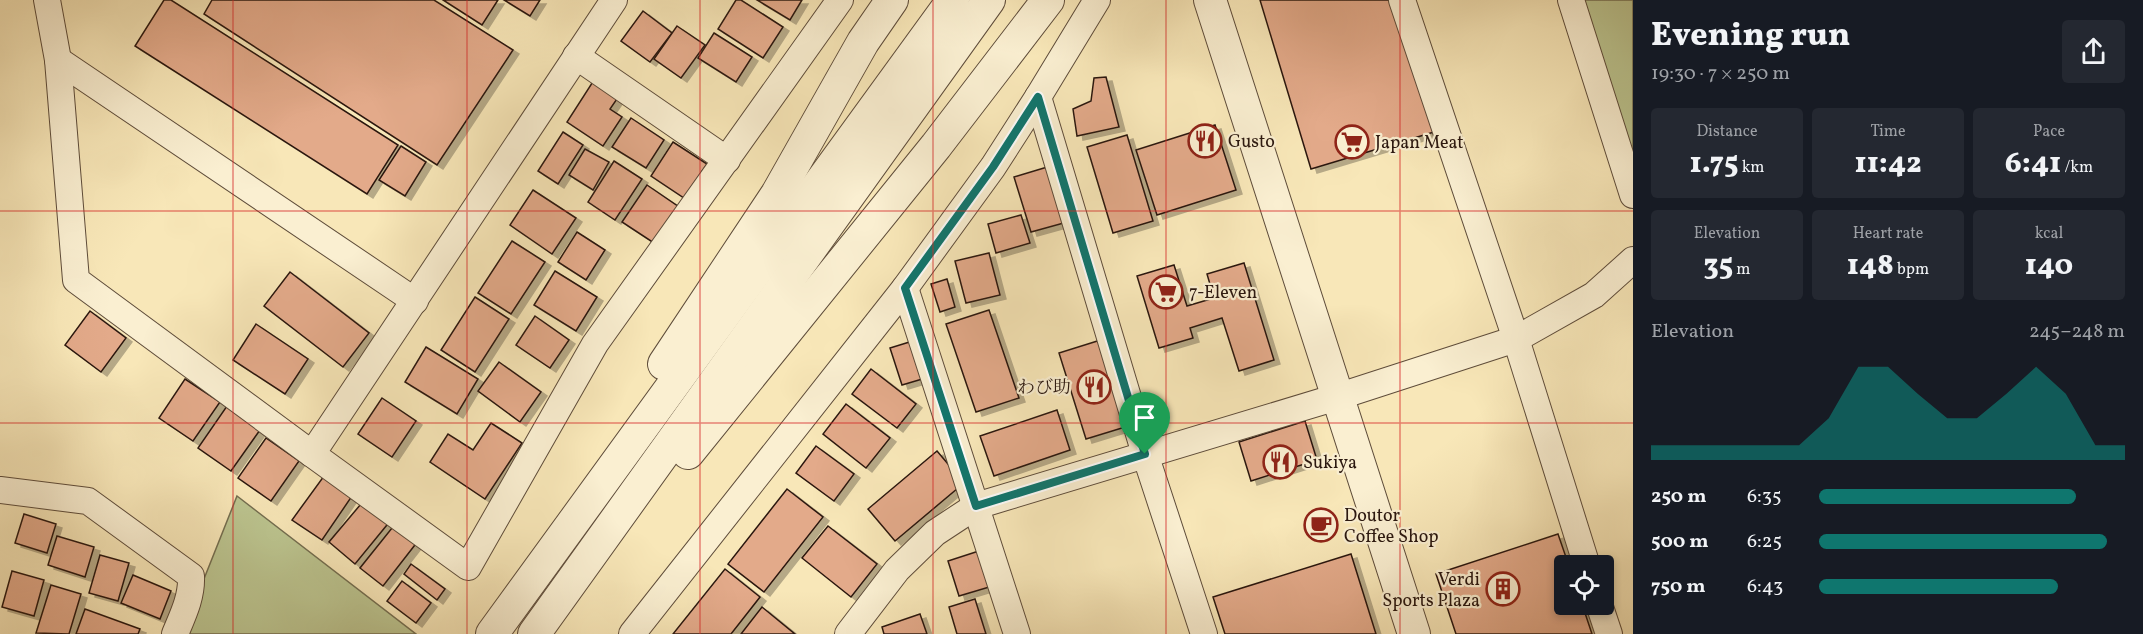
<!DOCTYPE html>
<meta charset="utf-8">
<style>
:root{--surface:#171b24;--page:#242831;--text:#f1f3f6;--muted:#9ea1a6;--accent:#0f766e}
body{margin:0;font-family:Vollkorn,"Noto Serif JP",serif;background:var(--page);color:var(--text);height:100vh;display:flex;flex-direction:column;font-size:22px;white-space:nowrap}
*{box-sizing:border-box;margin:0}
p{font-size:20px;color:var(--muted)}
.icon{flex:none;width:33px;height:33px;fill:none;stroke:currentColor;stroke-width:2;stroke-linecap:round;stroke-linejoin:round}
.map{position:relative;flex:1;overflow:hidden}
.details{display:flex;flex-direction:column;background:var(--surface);width:510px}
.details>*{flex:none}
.buttons{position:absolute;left:1554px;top:555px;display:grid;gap:12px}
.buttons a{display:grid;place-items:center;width:60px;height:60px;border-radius:6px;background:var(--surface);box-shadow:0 3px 9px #0003;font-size:30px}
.pin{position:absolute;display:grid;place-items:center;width:51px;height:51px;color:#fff;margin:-62px -26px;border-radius:50% 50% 50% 0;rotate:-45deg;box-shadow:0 0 6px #0007}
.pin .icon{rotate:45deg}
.round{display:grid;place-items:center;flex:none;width:63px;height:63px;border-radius:6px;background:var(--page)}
.head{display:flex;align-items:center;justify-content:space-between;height:102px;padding:0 18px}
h1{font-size:33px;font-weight:800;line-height:45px}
.metrics{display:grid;grid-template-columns:repeat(3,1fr);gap:9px;height:102px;padding:6px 18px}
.metrics div{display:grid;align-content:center;border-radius:6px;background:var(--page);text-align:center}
.metrics b{font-size:30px;font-weight:800}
.metrics small{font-size:16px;font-weight:400}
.metrics p{font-size:16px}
.chart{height:168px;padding:12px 18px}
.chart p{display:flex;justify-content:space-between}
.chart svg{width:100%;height:108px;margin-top:6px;fill:var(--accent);opacity:.7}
ul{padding:0 18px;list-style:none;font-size:20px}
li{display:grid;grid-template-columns:96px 72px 1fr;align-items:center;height:45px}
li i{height:15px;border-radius:8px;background:var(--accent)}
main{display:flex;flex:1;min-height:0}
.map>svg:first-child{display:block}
.green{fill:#bcc590;stroke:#746e50;stroke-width:1.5}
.building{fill:#e3aa8a;stroke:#2b1810;stroke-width:1.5;filter:url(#shadow)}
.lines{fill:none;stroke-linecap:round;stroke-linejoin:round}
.minor-casing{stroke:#5e4c3a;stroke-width:28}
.tertiary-casing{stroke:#5e4c3a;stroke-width:34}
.minor{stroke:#faefd1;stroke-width:26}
.tertiary{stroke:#faefd1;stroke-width:32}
.route-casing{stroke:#fff;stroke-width:12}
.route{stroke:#0f766e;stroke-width:8}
.grid{fill:none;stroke:#d62828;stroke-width:1.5;stroke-opacity:0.55}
.labels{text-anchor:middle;stroke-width:4.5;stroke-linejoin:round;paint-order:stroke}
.poi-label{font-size:18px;fill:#2b1810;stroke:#faefd1;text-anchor:start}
</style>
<main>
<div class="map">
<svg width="1633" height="634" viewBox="0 0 1633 634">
<defs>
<filter id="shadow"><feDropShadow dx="6" dy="4" stdDeviation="0" flood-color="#0004"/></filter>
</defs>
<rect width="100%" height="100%" fill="#f8e7b8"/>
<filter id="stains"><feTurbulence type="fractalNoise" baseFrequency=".00333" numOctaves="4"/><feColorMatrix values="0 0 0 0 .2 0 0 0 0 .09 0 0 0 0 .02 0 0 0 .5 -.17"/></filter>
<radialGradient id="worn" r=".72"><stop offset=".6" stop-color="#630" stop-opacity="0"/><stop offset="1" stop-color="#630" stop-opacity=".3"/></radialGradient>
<g class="green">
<polygon points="1578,0 1633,0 1633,178"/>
<polygon points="237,496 416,634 182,634"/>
</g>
<g class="building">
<polygon points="164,0 171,0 398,145 367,194 135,46"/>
<polygon points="212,0 434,0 513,50 437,165 204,14"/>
<polygon points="443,0 498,0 482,25"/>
<polygon points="504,0 540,0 530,16"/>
<polygon points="736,0 741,0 783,27 763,58 718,29"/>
<polygon points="757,0 802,0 790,20"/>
<polygon points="1260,0 1394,0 1434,132 1311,169"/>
<polygon points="643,11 672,33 650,62 621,41"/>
<polygon points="677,26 705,45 681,78 654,59"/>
<polygon points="714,33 752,57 736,82 698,58"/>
<polygon points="1106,77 1119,127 1077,136 1073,109 1091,101 1094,78"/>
<polygon points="594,80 619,96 610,109 622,117 603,146 567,122"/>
<polygon points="631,118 664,140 646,168 612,147"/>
<polygon points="1215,125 1236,190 1157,215 1136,150"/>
<polygon points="563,132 583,145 558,184 538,171"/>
<polygon points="1127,135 1153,221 1113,233 1087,147"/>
<polygon points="673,142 707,164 684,198 651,176"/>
<polygon points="401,146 426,162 405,196 379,180"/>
<polygon points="585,149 609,162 593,190 569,175"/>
<polygon points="614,161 642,179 615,220 588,202"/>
<polygon points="1054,165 1071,221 1031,232 1014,177"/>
<polygon points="647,185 682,209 657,245 622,222"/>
<polygon points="533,190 576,218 552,254 510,225"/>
<polygon points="1021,215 1030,243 996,253 988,224"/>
<polygon points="577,232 605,250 586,280 558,262"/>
<polygon points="512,241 545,262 511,314 478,293"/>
<polygon points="989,253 1000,295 966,303 955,261"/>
<polygon points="1244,263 1274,360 1239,371 1222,318 1190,328 1193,338 1159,348 1137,276 1174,265 1187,306 1214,298 1207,274"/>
<polygon points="555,271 597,297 576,331 534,305"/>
<polygon points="290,272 369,333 343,367 264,306"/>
<polygon points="947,279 955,307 940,312 931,284"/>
<polygon points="475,297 509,319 475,372 441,350"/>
<polygon points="989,310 1019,398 976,412 946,324"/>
<polygon points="90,311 126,338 101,372 65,345"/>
<polygon points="535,316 569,340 550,368 516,345"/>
<polygon points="256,324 308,359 285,394 233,360"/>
<polygon points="1107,338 1135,424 1086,439 1059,353"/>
<polygon points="916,340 929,377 902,385 890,348"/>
<polygon points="426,347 478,379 457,414 405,382"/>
<polygon points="499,362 541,392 520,422 478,391"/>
<polygon points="871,369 916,404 897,428 852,394"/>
<polygon points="185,379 220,402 193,441 159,418"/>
<polygon points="382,398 416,421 392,457 358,434"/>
<polygon points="846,404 890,438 866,468 823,434"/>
<polygon points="227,406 260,430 231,471 198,448"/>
<polygon points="1057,410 1070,450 994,476 980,436"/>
<polygon points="1305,421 1317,460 1251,481 1239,442"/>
<polygon points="491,423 522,443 485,499 430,462 448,434 473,450"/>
<polygon points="266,438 299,461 271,501 238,478"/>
<polygon points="816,446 854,474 834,501 796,473"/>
<polygon points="937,451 964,483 895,541 868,509"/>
<polygon points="324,476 352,496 322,540 292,520"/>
<polygon points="787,489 823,517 764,592 728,564"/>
<polygon points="366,498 391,520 355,564 329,542"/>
<polygon points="24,514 56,524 47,553 15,543"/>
<polygon points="396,523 418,541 383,586 360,568"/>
<polygon points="828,526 877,564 851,597 802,558"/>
<polygon points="1558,534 1569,566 1564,566 1564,604 1582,604 1592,634 1456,634 1436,574"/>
<polygon points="57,536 94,547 85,577 48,565"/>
<polygon points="985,549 996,585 959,596 948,561"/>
<polygon points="1351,554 1376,634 1225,634 1213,597"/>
<polygon points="100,555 129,563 118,601 89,593"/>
<polygon points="411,564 445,589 437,600 404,574"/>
<polygon points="725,569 760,597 731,634 673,634"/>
<polygon points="12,571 44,580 34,616 2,607"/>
<polygon points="133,575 171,591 160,619 121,603"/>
<polygon points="402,581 431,603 416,623 387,601"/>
<polygon points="51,585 81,594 69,634 36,633"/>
<polygon points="975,599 986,634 957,634 949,607"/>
<polygon points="762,607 795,634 741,634"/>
<polygon points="85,609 140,629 138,634 76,634"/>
<polygon points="920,614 927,634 884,634 882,627"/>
</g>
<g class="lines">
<defs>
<g id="minor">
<polyline points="47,0 58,60 76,280 312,454"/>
<polyline points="614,0 312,454 468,567 595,344 840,0"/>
<polyline points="1402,0 1516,339 1587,566"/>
<polyline points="1571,0 1633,195"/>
<polyline points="576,56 727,160"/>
<polyline points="58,60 415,301"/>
<polyline points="1038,97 1145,454 1204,634"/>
<polyline points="905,288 1017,634"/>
<path d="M0 490 88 501 191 576C192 597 183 615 175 634"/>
<polyline points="1599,604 1609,634"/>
<polyline points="632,634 905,288 993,167 1038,97 1097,0"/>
<polyline points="848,634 897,570 935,533 976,506 1337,397 1516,339 1594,295 1633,260"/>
</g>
<g id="tertiary">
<polyline points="1210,0 1414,634"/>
<polyline points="664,364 777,194 863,42 892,0"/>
<polyline points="688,453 936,146 1048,0"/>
<polyline points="492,634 953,0"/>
<polyline points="534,634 989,0"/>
</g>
</defs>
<use href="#minor" class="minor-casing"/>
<use href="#tertiary" class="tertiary-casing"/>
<use href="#minor" class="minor"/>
<use href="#tertiary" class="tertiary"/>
</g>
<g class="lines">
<defs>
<polygon id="route" points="1038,97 1145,454 976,506 905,288 993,167"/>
</defs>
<use href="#route" class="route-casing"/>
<use href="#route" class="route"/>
</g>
<path class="grid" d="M233 0V634M467 0V634M700 0V634M933 0V634M1166 0V634M1400 0V634M0 211H1633M0 423H1633"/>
<defs>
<symbol id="restaurant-ring" viewBox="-11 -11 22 22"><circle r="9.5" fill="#faefd1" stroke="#8f2418" stroke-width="1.5"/><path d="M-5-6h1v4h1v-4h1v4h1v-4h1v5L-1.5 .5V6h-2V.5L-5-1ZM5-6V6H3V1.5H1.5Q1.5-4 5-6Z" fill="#8f2418"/></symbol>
<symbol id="supermarket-ring" viewBox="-11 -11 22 22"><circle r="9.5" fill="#faefd1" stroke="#8f2418" stroke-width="1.5"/><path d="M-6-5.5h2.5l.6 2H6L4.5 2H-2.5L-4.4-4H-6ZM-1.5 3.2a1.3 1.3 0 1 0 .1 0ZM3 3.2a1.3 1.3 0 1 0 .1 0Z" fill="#8f2418"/></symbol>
<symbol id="cafe-ring" viewBox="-11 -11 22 22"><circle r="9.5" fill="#faefd1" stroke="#8f2418" stroke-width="1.5"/><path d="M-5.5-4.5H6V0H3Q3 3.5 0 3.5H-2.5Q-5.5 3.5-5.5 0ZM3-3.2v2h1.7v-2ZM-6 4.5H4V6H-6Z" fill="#8f2418"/></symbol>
<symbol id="building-ring" viewBox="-11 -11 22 22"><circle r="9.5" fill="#faefd1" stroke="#8f2418" stroke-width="1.5"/><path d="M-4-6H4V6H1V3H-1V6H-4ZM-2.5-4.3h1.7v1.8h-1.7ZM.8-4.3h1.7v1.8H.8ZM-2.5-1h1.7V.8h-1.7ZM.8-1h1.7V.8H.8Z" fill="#8f2418"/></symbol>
</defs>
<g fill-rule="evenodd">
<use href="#restaurant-ring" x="1186" y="122" width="38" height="38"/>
<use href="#supermarket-ring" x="1333" y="123" width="38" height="38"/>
<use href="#supermarket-ring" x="1147" y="273" width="38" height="38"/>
<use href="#restaurant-ring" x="1075" y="368" width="38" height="38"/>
<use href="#restaurant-ring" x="1261" y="443" width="38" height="38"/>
<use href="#cafe-ring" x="1302" y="506" width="38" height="38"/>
<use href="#building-ring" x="1484" y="570" width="38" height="38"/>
</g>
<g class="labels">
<g class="poi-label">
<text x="1228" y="147">Gusto</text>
<text x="1375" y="148">Japan Meat</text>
<text x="1189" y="298">7-Eleven</text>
<text x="1071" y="393" text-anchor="end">わび助</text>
<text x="1303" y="468">Sukiya</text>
<text x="1344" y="521">Doutor<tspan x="1344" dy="21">Coffee Shop</tspan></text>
<text x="1480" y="585" text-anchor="end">Verdi<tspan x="1480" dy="21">Sports Plaza</tspan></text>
</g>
</g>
<rect width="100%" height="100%" filter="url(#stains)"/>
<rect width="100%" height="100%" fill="url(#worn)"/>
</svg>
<div class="buttons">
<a><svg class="icon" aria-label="locate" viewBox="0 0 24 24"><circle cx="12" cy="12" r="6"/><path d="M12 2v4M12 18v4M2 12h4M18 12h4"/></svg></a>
</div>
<div class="pin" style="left:1145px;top:454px;background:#1e9e55"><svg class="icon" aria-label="arrive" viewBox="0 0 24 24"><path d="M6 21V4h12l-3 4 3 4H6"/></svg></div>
</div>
<section class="details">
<div class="head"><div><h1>Evening run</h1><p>19:30 · 7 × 250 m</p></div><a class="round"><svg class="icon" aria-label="share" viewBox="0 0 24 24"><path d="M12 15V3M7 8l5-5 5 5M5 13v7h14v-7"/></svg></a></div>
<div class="metrics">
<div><p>Distance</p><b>1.75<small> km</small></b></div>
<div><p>Time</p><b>11:42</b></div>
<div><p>Pace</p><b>6:41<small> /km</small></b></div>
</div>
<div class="metrics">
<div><p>Elevation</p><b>35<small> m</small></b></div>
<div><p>Heart rate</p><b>148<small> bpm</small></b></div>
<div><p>kcal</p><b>140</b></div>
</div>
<div class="chart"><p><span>Elevation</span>245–248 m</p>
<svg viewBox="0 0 160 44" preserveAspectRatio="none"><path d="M0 44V38L10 38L20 38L30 38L40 38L50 38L60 27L70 6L80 6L90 17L100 27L110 27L120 17L130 6L140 17L150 38L160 38V44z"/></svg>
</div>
<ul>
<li><b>250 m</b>6:35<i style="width:84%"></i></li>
<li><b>500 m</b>6:25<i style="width:94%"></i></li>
<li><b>750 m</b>6:43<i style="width:78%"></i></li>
</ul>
</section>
</main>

★ ★ ★ ★ ★ ★ ★

Every line with the word "position" in it should be copied from the listing above.

▶ [SOLUTION TO THE EXERCISE]:
.map{position:relative;flex:1;overflow:hidden}
.buttons{position:absolute;left:1554px;top:555px;display:grid;gap:12px}
.pin{position:absolute;display:grid;place-items:center;width:51px;height:51px;color:#fff;margin:-62px -26px;border-radius:50% 50% 50% 0;rotate:-45deg;box-shadow:0 0 6px #0007}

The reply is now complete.